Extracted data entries
=== Section Start ===
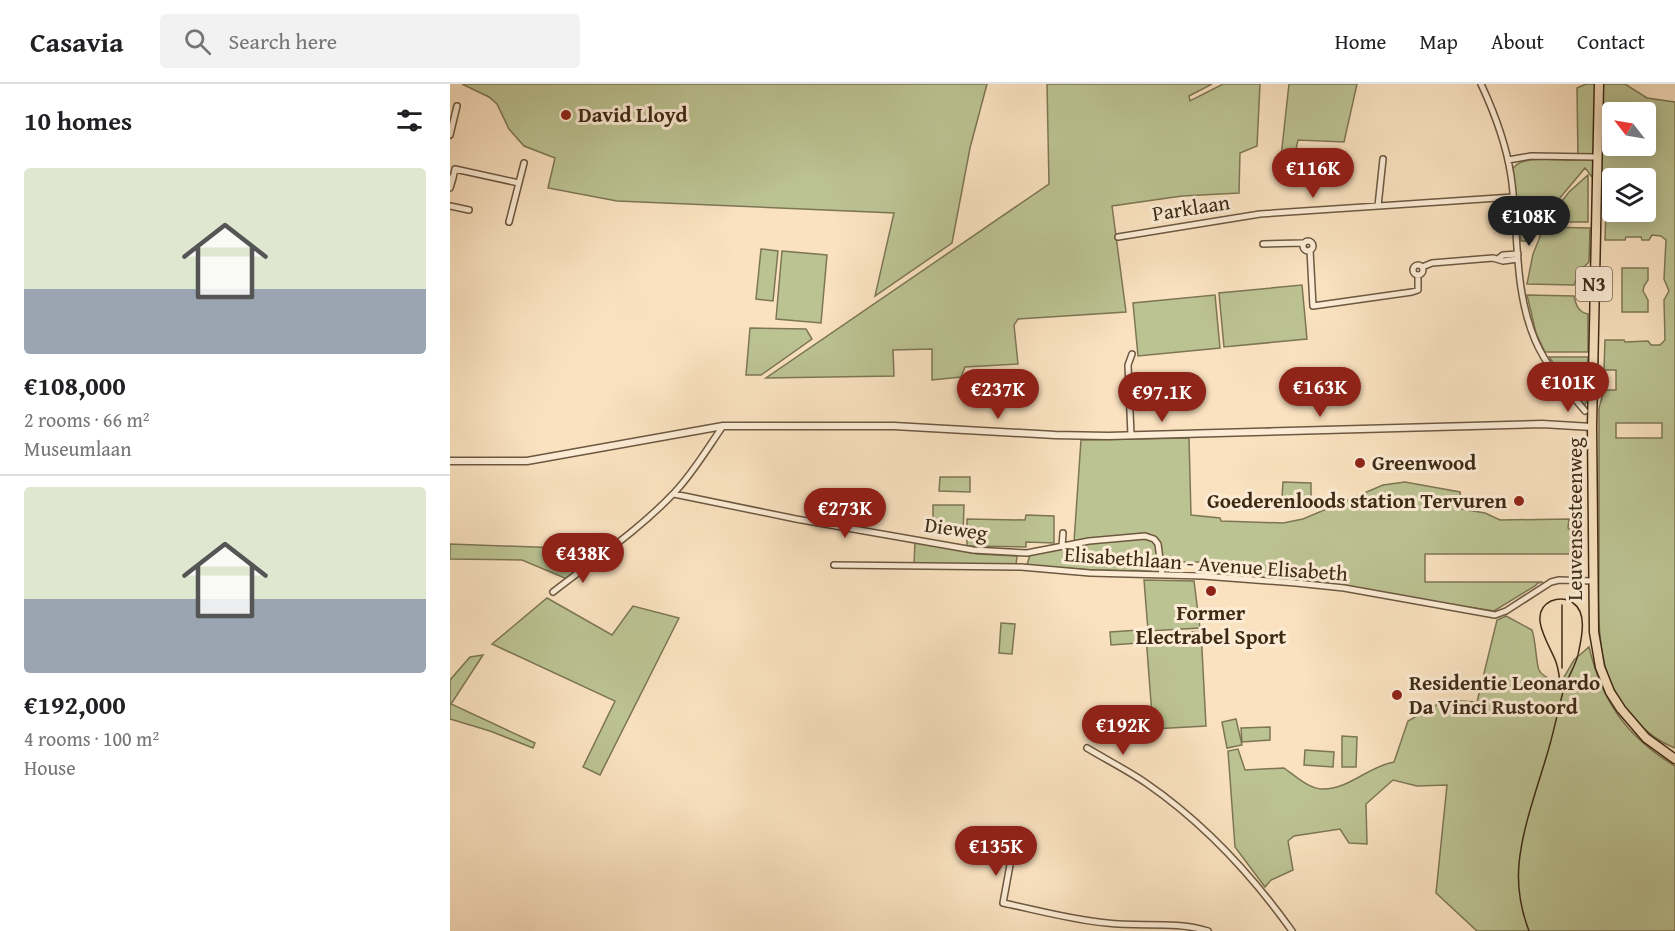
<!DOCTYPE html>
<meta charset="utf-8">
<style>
body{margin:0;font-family:"Gentium Book Plus",serif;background:#f2f2f2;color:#202124;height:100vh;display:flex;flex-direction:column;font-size:22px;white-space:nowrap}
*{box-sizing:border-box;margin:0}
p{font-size:20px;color:#757577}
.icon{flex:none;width:33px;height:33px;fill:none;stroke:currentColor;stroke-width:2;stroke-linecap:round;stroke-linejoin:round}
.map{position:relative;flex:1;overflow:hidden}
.panel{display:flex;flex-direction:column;background:#fff;width:450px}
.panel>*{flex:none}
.needle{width:39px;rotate:301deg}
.tools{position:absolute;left:1152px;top:18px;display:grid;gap:12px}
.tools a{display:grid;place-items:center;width:54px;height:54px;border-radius:6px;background:#fff;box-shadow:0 3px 15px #0003;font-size:30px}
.price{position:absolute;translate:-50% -51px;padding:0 14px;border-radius:21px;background:#8f2418;color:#fff;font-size:20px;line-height:39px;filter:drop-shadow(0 2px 3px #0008)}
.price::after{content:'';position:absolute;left:50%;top:36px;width:18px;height:14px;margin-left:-9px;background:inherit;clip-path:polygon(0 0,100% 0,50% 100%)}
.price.selected{background:#222;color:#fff}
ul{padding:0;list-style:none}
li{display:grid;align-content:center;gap:12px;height:318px;padding:0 24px}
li+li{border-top:2px solid #e0e0e0}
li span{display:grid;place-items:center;height:186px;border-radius:6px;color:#555}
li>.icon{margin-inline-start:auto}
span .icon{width:108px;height:108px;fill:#fffc;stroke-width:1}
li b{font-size:26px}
h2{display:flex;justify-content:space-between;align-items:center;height:72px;padding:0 24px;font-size:26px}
header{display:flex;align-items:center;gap:36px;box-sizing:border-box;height:84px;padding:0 30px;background:#fff;border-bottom:2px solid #e0e0e0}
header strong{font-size:28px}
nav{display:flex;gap:33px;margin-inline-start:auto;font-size:21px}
.search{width:420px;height:54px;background:#f2f2f2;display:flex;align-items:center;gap:15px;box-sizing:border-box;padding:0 21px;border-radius:6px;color:#757577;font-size:22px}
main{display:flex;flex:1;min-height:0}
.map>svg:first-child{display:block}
.green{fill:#bcc393;stroke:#7d7654;stroke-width:1.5;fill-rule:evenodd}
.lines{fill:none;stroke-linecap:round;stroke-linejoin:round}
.minor-casing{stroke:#6d5840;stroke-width:8}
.tertiary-casing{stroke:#6d5840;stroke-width:9}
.primary-casing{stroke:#3e2a15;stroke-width:11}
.minor{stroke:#fcecd6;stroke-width:5}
.tertiary{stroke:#fcecd6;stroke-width:6}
.primary{stroke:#fae2c0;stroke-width:8}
.tram{stroke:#3e2a15;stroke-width:1.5}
.poi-dot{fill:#8f2418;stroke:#fcecd6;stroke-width:2}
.labels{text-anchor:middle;stroke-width:6;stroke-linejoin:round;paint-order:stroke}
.shield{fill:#fcecd6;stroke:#77644f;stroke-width:1.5}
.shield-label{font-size:20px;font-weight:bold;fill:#3e2a15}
.poi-label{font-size:21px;font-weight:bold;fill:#3e2a15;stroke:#fcecd6;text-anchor:start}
.street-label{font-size:21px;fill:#3e2a15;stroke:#fcecd6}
</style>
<header>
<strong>Casavia</strong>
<div class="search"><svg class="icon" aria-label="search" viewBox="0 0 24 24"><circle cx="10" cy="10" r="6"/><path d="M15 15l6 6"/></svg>Search here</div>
<nav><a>Home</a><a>Map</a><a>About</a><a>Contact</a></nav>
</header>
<main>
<section class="panel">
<h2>10 homes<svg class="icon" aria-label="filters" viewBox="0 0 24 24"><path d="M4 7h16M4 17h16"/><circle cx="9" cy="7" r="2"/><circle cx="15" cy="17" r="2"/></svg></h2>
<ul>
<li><span style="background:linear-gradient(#dfe7d0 65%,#9aa5b1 0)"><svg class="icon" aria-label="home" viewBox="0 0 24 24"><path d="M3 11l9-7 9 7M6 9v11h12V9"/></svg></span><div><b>€108,000</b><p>2 rooms · 66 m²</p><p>Museumlaan</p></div></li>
<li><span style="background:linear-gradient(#dfe7d0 60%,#9aa5b1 0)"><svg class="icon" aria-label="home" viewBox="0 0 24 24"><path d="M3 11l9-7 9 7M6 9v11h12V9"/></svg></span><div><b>€192,000</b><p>4 rooms · 100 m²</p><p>House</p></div></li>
</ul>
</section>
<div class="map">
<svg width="1225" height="847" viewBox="0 0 1225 847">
<rect width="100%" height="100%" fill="#fae2c0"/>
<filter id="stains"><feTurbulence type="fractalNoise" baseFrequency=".00333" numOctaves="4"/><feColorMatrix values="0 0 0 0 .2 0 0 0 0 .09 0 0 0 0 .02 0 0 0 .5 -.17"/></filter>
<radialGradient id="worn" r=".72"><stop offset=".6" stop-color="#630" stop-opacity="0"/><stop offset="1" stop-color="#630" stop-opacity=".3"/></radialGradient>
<!-- green -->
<path class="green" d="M12,0H537L520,64L502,159L425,212L444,129L167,117L98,104L105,74L74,62L59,45L47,20L39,13Z
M597,0H762L739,12L740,17L773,0H810L807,62L790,69L789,109L732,112L662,122L676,228L568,235L564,241L568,280L515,283L511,293L482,296V265L443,266L444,292L316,294L599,100Z
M839,0H907L894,58L848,56L844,74L831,73Z
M1136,0H1175L1197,14L1225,18V664C1195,653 1169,622 1158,592C1146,557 1149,516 1149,479C1149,427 1149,375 1149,324L1154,306H1166V286H1154L1155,256H1174L1175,258L1198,257L1201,261H1210L1215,256L1214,216L1219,207L1214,195L1216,156L1211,152L1202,151L1199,156H1192L1191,153H1176L1175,156H1155L1156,126H1162V128H1196V94H1162V105C1147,105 1144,94 1135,84L1104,121L1082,157H1071L1062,87C1067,69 1112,77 1128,76L1127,4ZM1162,28H1196V62H1162ZM1166,339H1212V354H1166Z
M1138,91V138H1096L1119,108Z
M1094,143L1140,144L1139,178L1129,188L1124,201L1077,200L1083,170Z
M311,165L328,167L323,217L306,215Z
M332,167L377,171L371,239L326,235Z
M1172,184H1198V196L1194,202L1193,207L1198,216V228H1172Z
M852,201L857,255L774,263L769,209Z
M765,211L770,264L688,272L683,219Z
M1077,211L1124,212C1126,221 1128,228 1138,230V268H1095L1086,249Z
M300,244L356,245L362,255L311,291H296Z
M1099,273H1138L1136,319L1134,321Z
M739,354L741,431L770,434L771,437L833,439L853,435L933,401L955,398L1010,408L1012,425L1035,429L1050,436L1119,435L1118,444L1125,450L1126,470H975V498H1093L1088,499L1085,502L1044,527L836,495L787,492V482L755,478H715L719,488L640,486L577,481L581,467L624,458L631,356Z
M490,393H520V408L489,407Z
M833,398L861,399V414L832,413Z
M483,421H514L513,450L483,449Z
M576,431L604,432V459L576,458V463L517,462V435L575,436Z
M465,457L527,470L567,472L566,481L464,480Z
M0,460L139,465L152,467L117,495L72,476L0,475Z
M694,496L744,497L750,544L698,547Z
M97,514L162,551L183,522L229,534L150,691L133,683L165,617L42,560Z
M1056,532L1082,546C1086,557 1086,580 1089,586C1092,593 1104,597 1110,600L1124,576L1139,563C1152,618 1177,653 1225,682V847H1027L986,809L997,701L967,702L943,696L916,720L917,760L899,759L890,745L844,752L838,757L843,786L821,796L815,803L785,763L778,667L788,665L795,686L834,684C844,691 859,705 872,705C898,706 919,682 944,678L958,637L995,616L1027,618L1047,536Z
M551,539L565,540L562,570L549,569Z
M689,546V559L661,561L660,548Z
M751,547L756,642L703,645L696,552Z
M33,571L1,620L85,659L83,664L40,647L0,635V596L20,573Z
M786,635L792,661L777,664L772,638Z
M820,643V656L792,658L791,644Z
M892,652L907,653L906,683H892Z
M855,666L884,668L883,683L854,681Z"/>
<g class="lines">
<defs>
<path id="minor" d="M1031,0C1045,30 1056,59 1061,92C1069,146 1063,204 1085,256C1096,282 1116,305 1135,327
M0,51L7,22
M1058,76L1081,72L1146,73
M0,94H3L5,85L69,99
M0,104L3,94
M0,122L19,126
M928,122L933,75
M59,138L74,79
M668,153L810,130L1063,113
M853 162a5 5 0 1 1 10 0a5 5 0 1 1-10 0Z
M813,160L853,159
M860,166L863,222L962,208L968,206V191
M1049,174L1053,171L1068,170
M963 186a5 5 0 1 1 10 0a5 5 0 1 1-10 0Z
M972,183L982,179L1043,174L1053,177L1068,175
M681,351L678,281L682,270
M224,410L346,435L523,466L577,469L639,457L695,452L704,455L708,460L712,491
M612,462L613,449
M384,481L571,483L640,489L753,492L846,499L894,504L1045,531L1056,527L1101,498L1109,496L1143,497
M103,508C144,476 188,447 224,409C243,389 257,365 273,342
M637,664C657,676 677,686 696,699C754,739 802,791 842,847
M562,770L553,819C587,826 622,836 657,839C691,843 725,837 758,847"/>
<path id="tertiary" d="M0,377H77L273,342H444L605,351L658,352L1092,340L1142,343"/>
<path id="primary" d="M1149,0L1142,343L1144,548L1150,583L1160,608L1171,625L1196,654L1225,675"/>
</defs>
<!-- minor casing -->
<use href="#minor" class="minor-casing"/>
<!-- tertiary casing -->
<use href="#tertiary" class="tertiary-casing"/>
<!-- primary casing -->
<use href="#primary" class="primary-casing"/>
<!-- minor -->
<use href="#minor" class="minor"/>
<!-- tertiary -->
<use href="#tertiary" class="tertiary"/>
<!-- primary -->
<use href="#primary" class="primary"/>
<!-- tram -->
<path class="tram" d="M1112,584V521
M1079,847C1071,826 1067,802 1069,780C1072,746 1086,707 1096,674C1103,652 1107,630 1113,608C1117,593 1127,581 1129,566C1132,552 1137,528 1123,519C1116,514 1109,514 1101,517C1076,529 1100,561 1106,578C1109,587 1110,595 1110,605"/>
</g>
<!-- markers -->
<g class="poi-dot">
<circle cx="116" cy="31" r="6"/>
<circle cx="910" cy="379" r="6"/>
<circle cx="1069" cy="417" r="6"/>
<circle cx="761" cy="507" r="6"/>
<circle cx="947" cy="611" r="6"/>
</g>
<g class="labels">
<!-- shield labels -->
<rect class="shield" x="1126" y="183" width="36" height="34" rx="4.5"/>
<g class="shield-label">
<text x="1144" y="207">N3</text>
</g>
<!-- poi labels -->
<g class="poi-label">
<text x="128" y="38">David Lloyd</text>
<text x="922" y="386">Greenwood</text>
<text x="1057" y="424" text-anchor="end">Goederenloods station Tervuren</text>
<text x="761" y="536" text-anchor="middle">Former<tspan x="761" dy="24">Electrabel Sport</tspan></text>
<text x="959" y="606">Residentie Leonardo<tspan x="959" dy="24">Da Vinci Rustoord</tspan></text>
</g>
<!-- street labels -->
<g class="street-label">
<text transform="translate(741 124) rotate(-9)" y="7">Parklaan</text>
<text transform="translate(1125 435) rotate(-90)" y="7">Leuvensesteenweg</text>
<text transform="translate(506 445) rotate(8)" y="7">Dieweg</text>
<text transform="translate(756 480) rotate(4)" y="7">Elisabethlaan - Avenue Elisabeth</text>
</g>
</g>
<rect width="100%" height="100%" filter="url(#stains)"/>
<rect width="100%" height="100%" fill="url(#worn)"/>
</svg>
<div class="tools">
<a><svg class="needle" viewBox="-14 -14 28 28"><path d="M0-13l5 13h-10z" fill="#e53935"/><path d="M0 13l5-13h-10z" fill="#757577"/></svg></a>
<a><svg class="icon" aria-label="layers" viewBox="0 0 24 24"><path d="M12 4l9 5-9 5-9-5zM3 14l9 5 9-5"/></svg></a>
</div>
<b class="price" style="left:863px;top:115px">€116K</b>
<b class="price selected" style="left:1079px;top:163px">€108K</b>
<b class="price" style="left:1118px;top:329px">€101K</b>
<b class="price" style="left:870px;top:334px">€163K</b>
<b class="price" style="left:548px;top:336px">€237K</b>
<b class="price" style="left:712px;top:339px">€97.1K</b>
<b class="price" style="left:395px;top:455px">€273K</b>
<b class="price" style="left:133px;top:500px">€438K</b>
<b class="price" style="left:673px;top:672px">€192K</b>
<b class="price" style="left:546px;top:793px">€135K</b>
</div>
</main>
=== Section End ===
→ **Work order**
From the records above, quote only the lines running from the line with "1085,256C1096,282 1116,305 1135,327" to the line with "<!-- primary -->", both lines included.

→ **Answer section**
<path id="minor" d="M1031,0C1045,30 1056,59 1061,92C1069,146 1063,204 1085,256C1096,282 1116,305 1135,327
M0,51L7,22
M1058,76L1081,72L1146,73
M0,94H3L5,85L69,99
M0,104L3,94
M0,122L19,126
M928,122L933,75
M59,138L74,79
M668,153L810,130L1063,113
M853 162a5 5 0 1 1 10 0a5 5 0 1 1-10 0Z
M813,160L853,159
M860,166L863,222L962,208L968,206V191
M1049,174L1053,171L1068,170
M963 186a5 5 0 1 1 10 0a5 5 0 1 1-10 0Z
M972,183L982,179L1043,174L1053,177L1068,175
M681,351L678,281L682,270
M224,410L346,435L523,466L577,469L639,457L695,452L704,455L708,460L712,491
M612,462L613,449
M384,481L571,483L640,489L753,492L846,499L894,504L1045,531L1056,527L1101,498L1109,496L1143,497
M103,508C144,476 188,447 224,409C243,389 257,365 273,342
M637,664C657,676 677,686 696,699C754,739 802,791 842,847
M562,770L553,819C587,826 622,836 657,839C691,843 725,837 758,847"/>
<path id="tertiary" d="M0,377H77L273,342H444L605,351L658,352L1092,340L1142,343"/>
<path id="primary" d="M1149,0L1142,343L1144,548L1150,583L1160,608L1171,625L1196,654L1225,675"/>
</defs>
<!-- minor casing -->
<use href="#minor" class="minor-casing"/>
<!-- tertiary casing -->
<use href="#tertiary" class="tertiary-casing"/>
<!-- primary casing -->
<use href="#primary" class="primary-casing"/>
<!-- minor -->
<use href="#minor" class="minor"/>
<!-- tertiary -->
<use href="#tertiary" class="tertiary"/>
<!-- primary -->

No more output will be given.